Il dépend seulement de mon désir que ce quelque chose soit de la boue ou Dieu.

L’amour humain n’est pas inconditionnel. J’aime un fruit, mais je ne l’aime plus une fois qu’il est pourri.

Je peux devenir beaucoup plus chère aux vautours qu’à n’importe quel être humain, et n’importe quel être humain, l’être le plus chéri, peut devenir beaucoup plus cher aux vautours qu’à moi.

Il y a deux lignes dans l’Iliade qui expriment avec une force inégalable la misérable limitation de l’amour humain. L’une

« eux à terre
Gisaient, aux vautours beaucoup plus chers qu’à leurs épouses »

L’autre :

« Mais elle a songé à manger, quand elle fut fatiguée des larmes. »
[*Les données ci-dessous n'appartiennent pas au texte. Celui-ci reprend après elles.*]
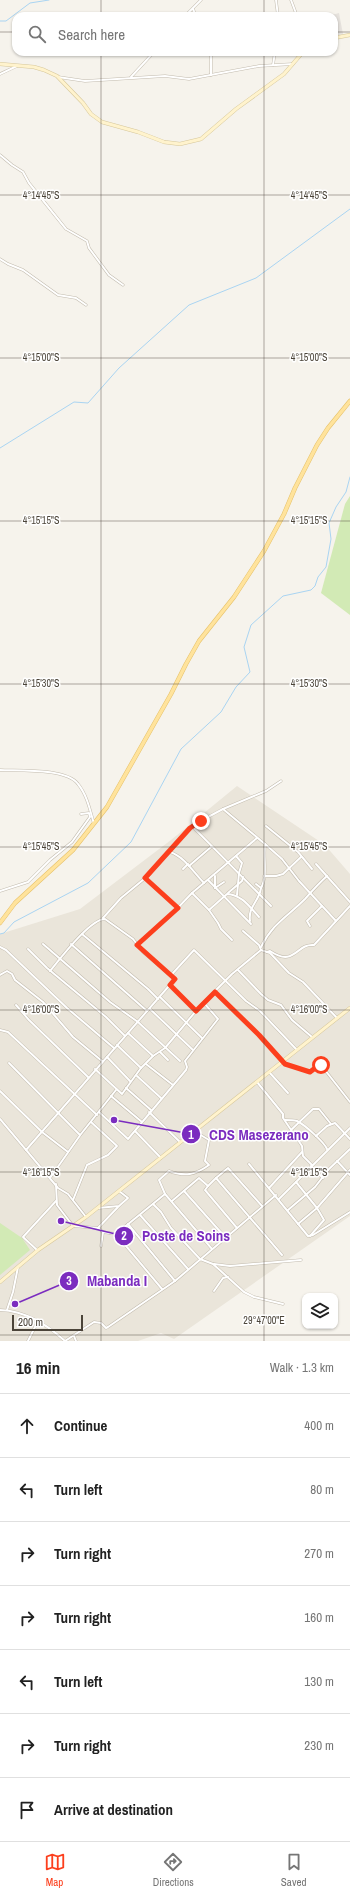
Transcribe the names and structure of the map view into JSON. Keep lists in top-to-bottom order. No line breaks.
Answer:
{"places":["CDS Masezerano","Poste de Soins","Mabanda I"],"scale_bar":"200 m","page":{"search":"Search here","scale":"200 m","heading":["16 min","Walk · 1.3 km"],"list":[["Continue","400 m"],["Turn left","80 m"],["Turn right","270 m"],["Turn right","160 m"],["Turn left","130 m"],["Turn right","230 m"],"Arrive at destination"],"nav":["Map","Directions","Saved"]},"coordinates":["4°14'45\"S","4°15'00\"S","4°15'15\"S","4°15'30\"S","4°15'45\"S","4°16'00\"S","4°16'15\"S","29°47'00\"E"]}
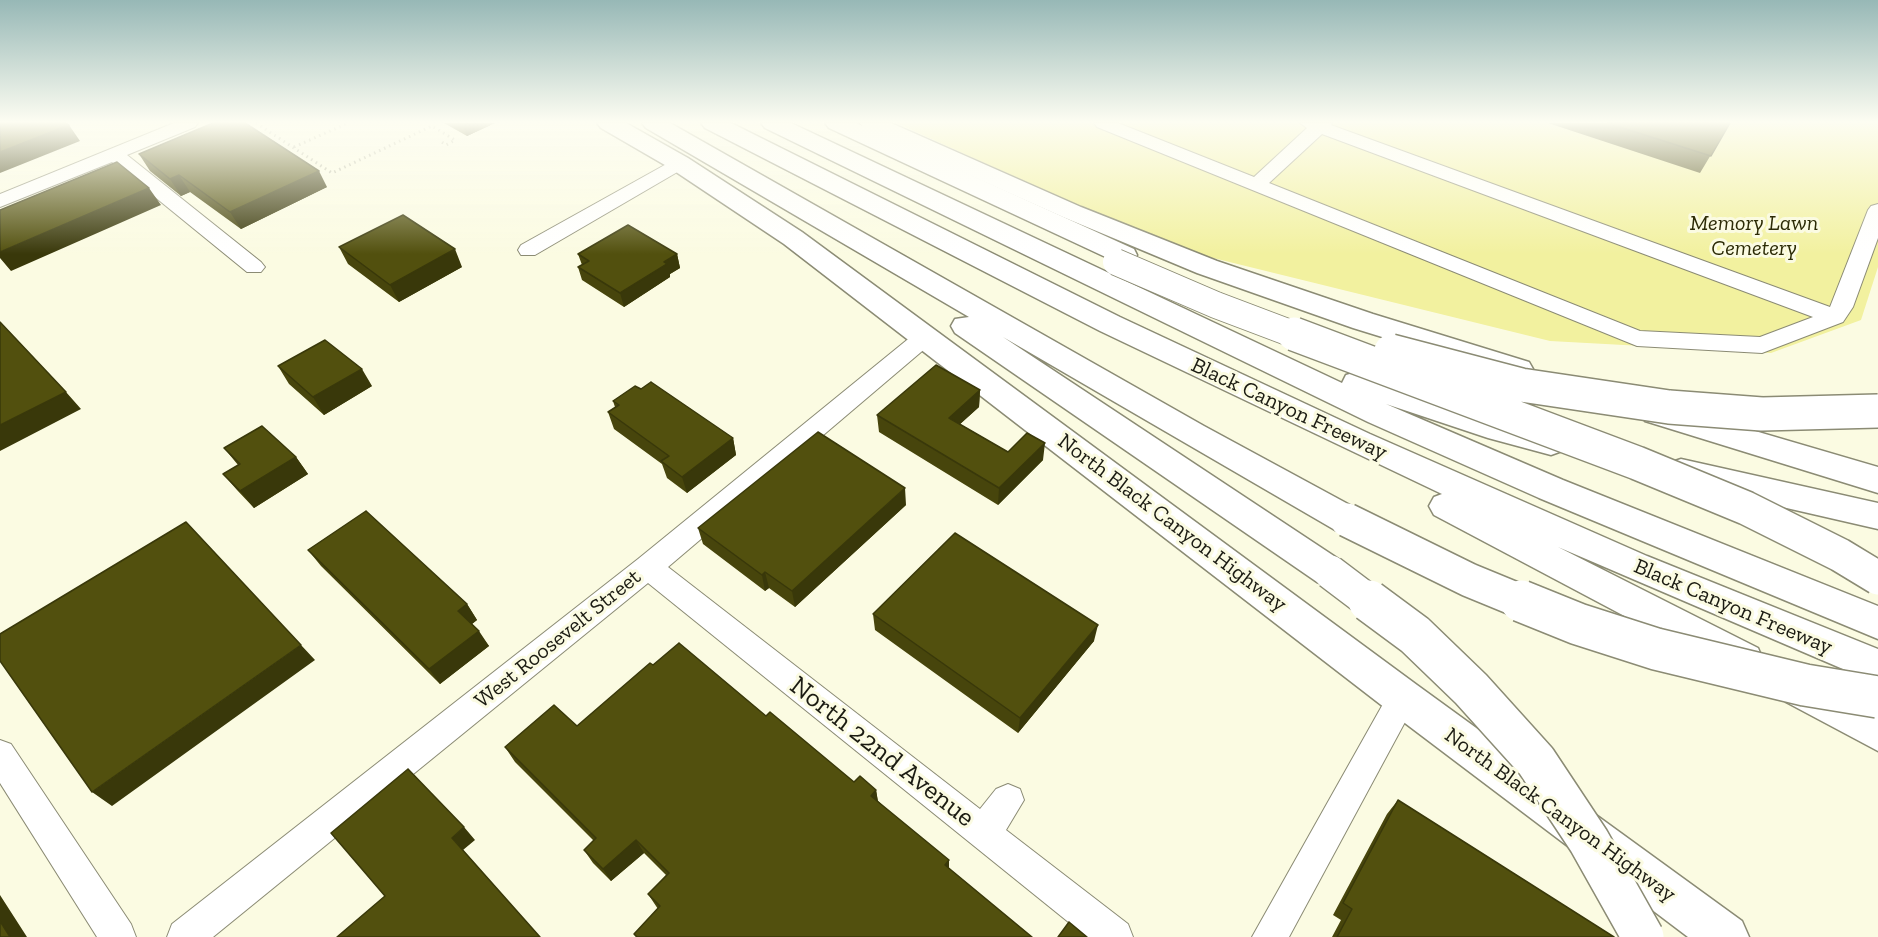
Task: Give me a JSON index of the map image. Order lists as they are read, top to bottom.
{
  "streets": {
    "main road": ["Black Canyon Freeway", "North Black Canyon Highway"],
    "street": ["West Roosevelt Street", "North 22nd Avenue"]
  },
  "crossings": [
    ["North Black Canyon Highway", "West Roosevelt Street"],
    ["West Roosevelt Street", "North 22nd Avenue"]
  ],
  "parks": ["Memory Lawn Cemetery"]
}
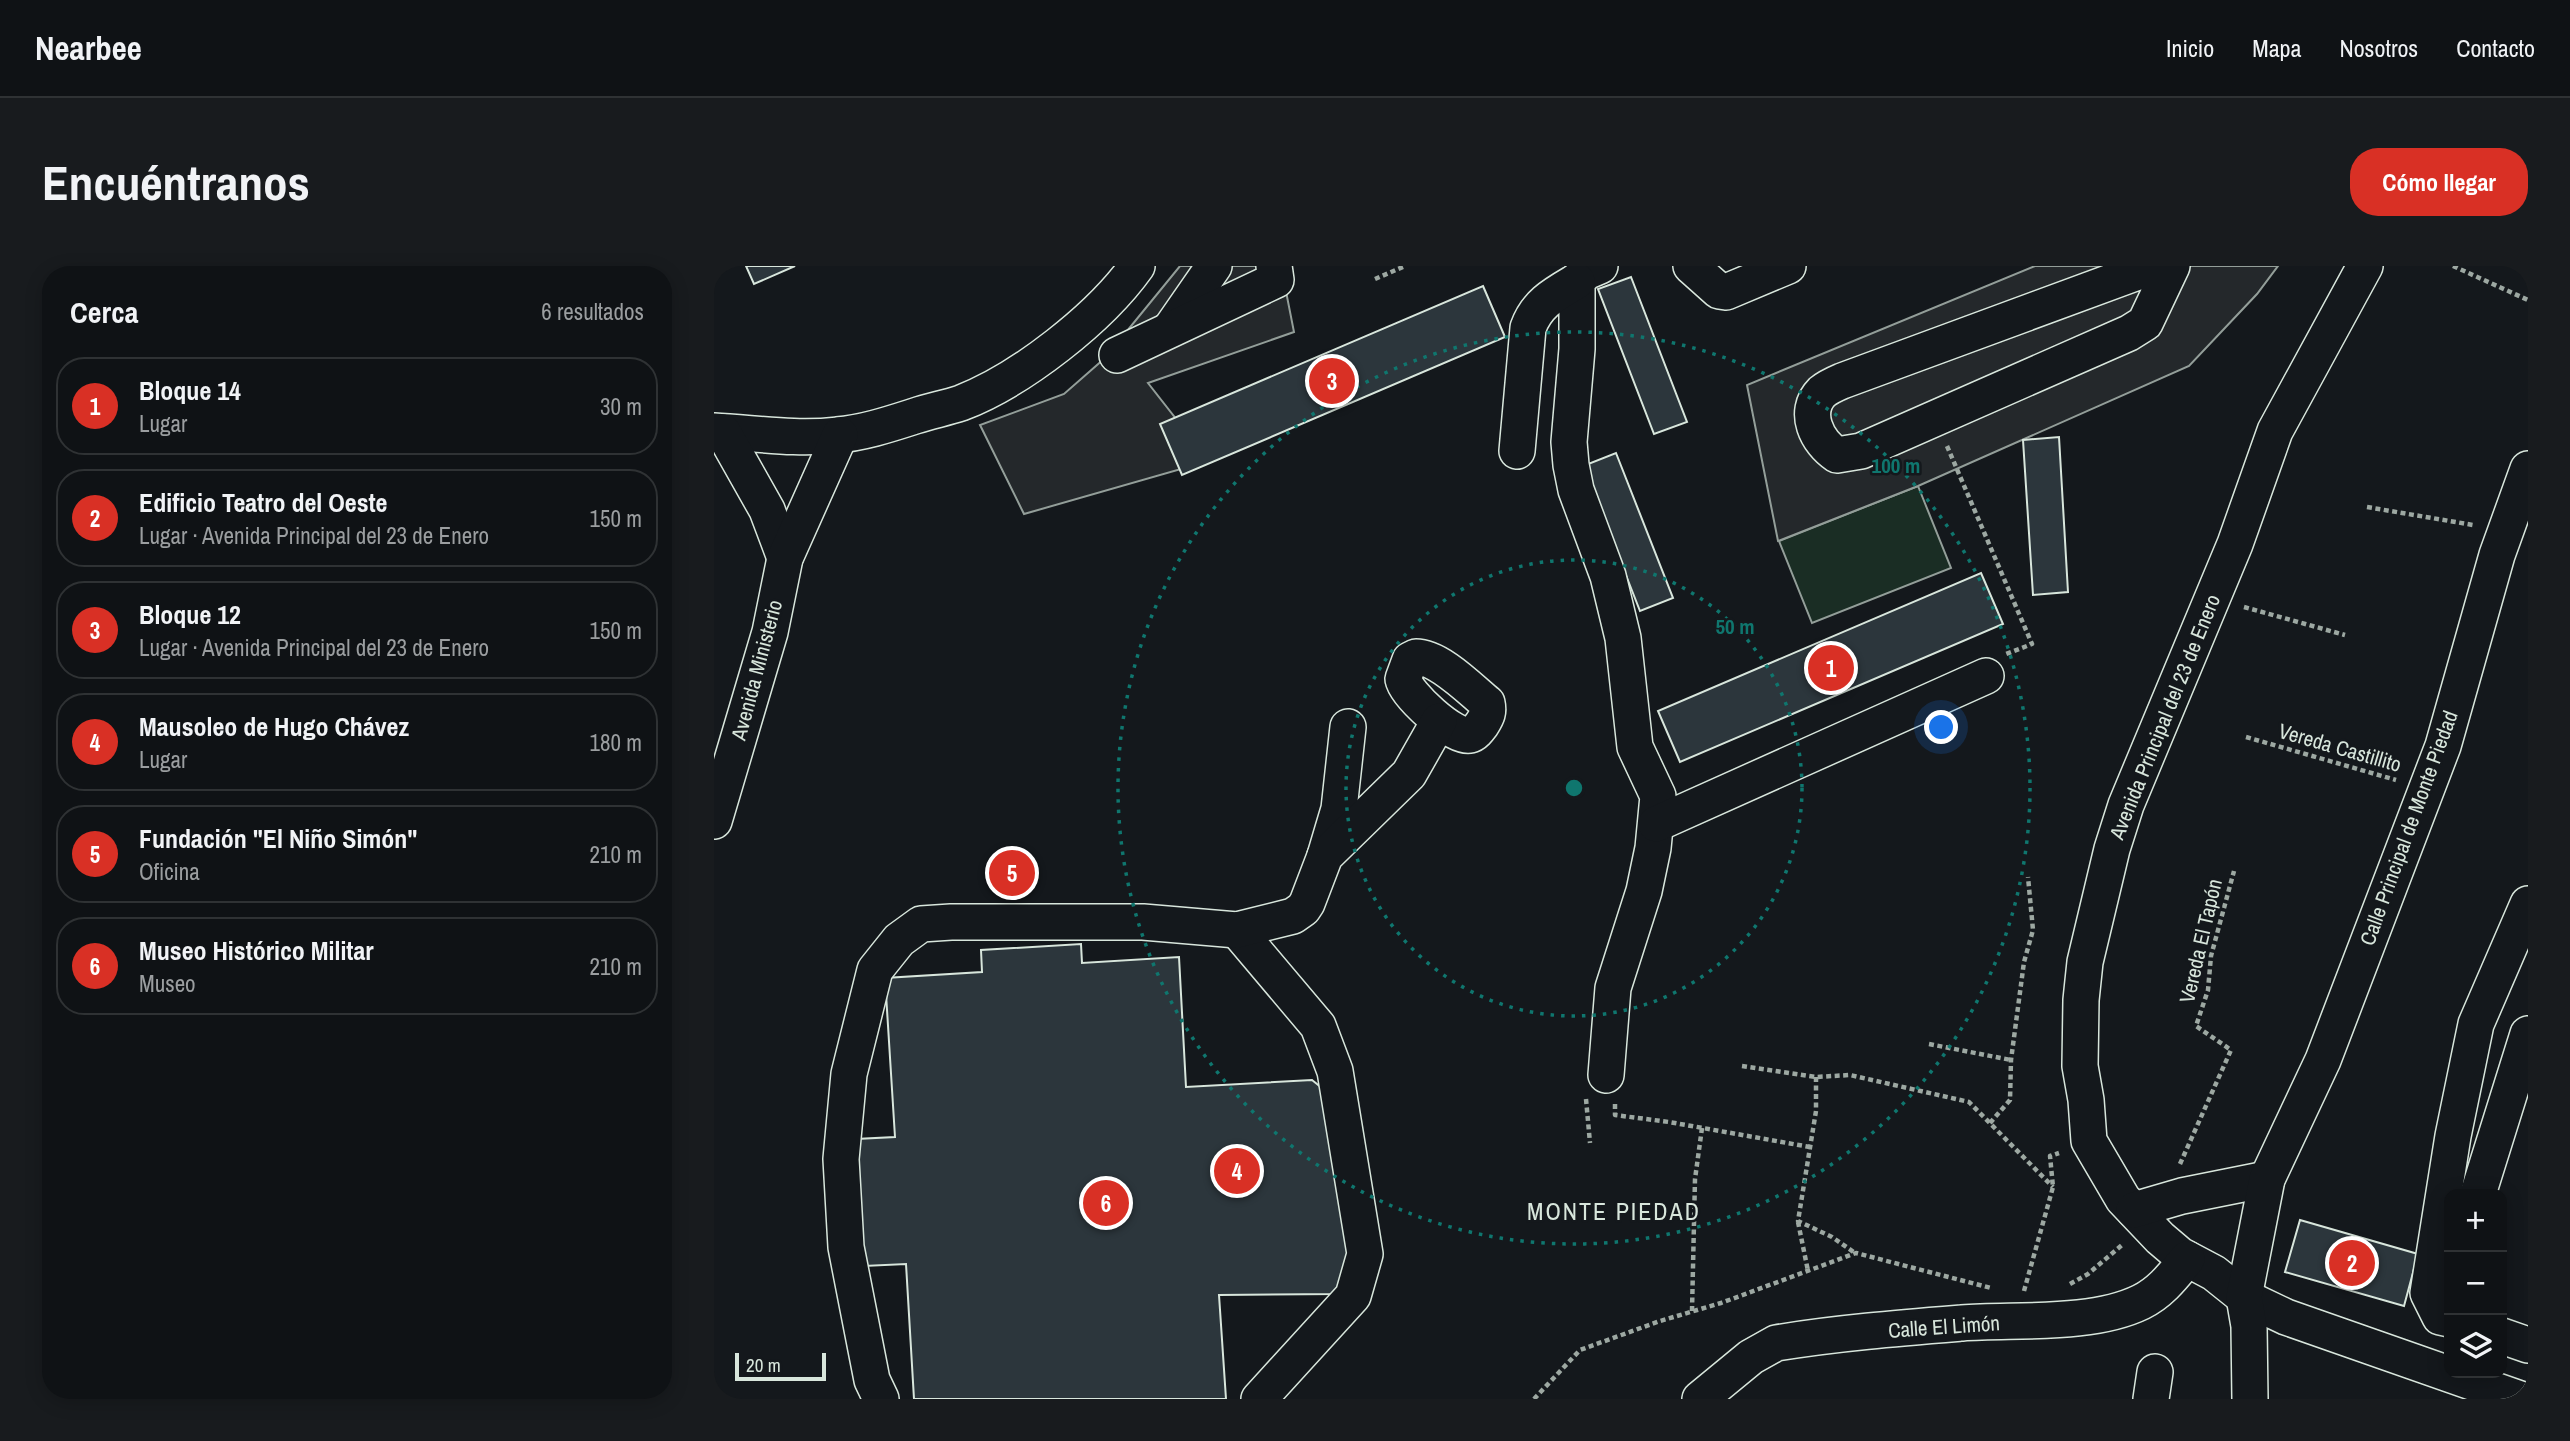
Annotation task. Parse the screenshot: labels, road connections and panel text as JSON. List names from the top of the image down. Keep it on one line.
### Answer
{"streets":{"street":["Avenida Ministerio","Avenida Principal del 23 de Enero","Calle Principal de Monte Piedad","Calle El Limón"],"path":["Vereda Castillito","Vereda El Tapón"]},"crossings":[["Avenida Principal del 23 de Enero","Calle Principal de Monte Piedad"],["Avenida Principal del 23 de Enero","Calle El Limón"],["Vereda Castillito","Calle Principal de Monte Piedad"]],"districts":["MONTE PIEDAD"],"scale_bar":"20 m","page":{"header":"Nearbee","nav":["Inicio","Mapa","Nosotros","Contacto"],"buttons":"Cómo llegar","title":"Encuéntranos","heading":["Cerca","6 resultados"],"pins":["3","1","5","4","6","2"],"list":[{"mark":"1","name":"Bloque 14","note":"Lugar","value":"30 m"},{"mark":"2","name":"Edificio Teatro del Oeste","note":"Lugar · Avenida Principal del 23 de Enero","value":"150 m"},{"mark":"3","name":"Bloque 12","note":"Lugar · Avenida Principal del 23 de Enero","value":"150 m"},{"mark":"4","name":"Mausoleo de Hugo Chávez","note":"Lugar","value":"180 m"},{"mark":"5","name":"Fundación \"El Niño Simón\"","note":"Oficina","value":"210 m"},{"mark":"6","name":"Museo Histórico Militar","note":"Museo","value":"210 m"}],"map_buttons":["+","−"],"scale":"20 m"},"rings":["100 m","50 m"]}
Il n’est pas vrai que l’amour humain soit plus fort que la mort. La mort est beaucoup plus forte. Il est soumis à la mort.

Aimer ce qui est vivant est facile. Il est difficile d’aimer ce qui est mort. L’amour d’un mort n’est pas soumis à la mort ; l’objet n’en peut mourir. Mais un tel amour, s’il est amour et non pas rêve, est surnaturel. L’amour de Niobé est l’amour humain, l’amour d’Électre est l’amour surnaturel. Et pourtant Électre a dû se souvenir de manger… ?

La mort d’un être aimé est horrible parce qu’elle révèle la vérité sur la nature de l’amour qu’on lui portait. Parce qu’elle révèle qu’on ne lui portait pas un amour plus fort que la mort.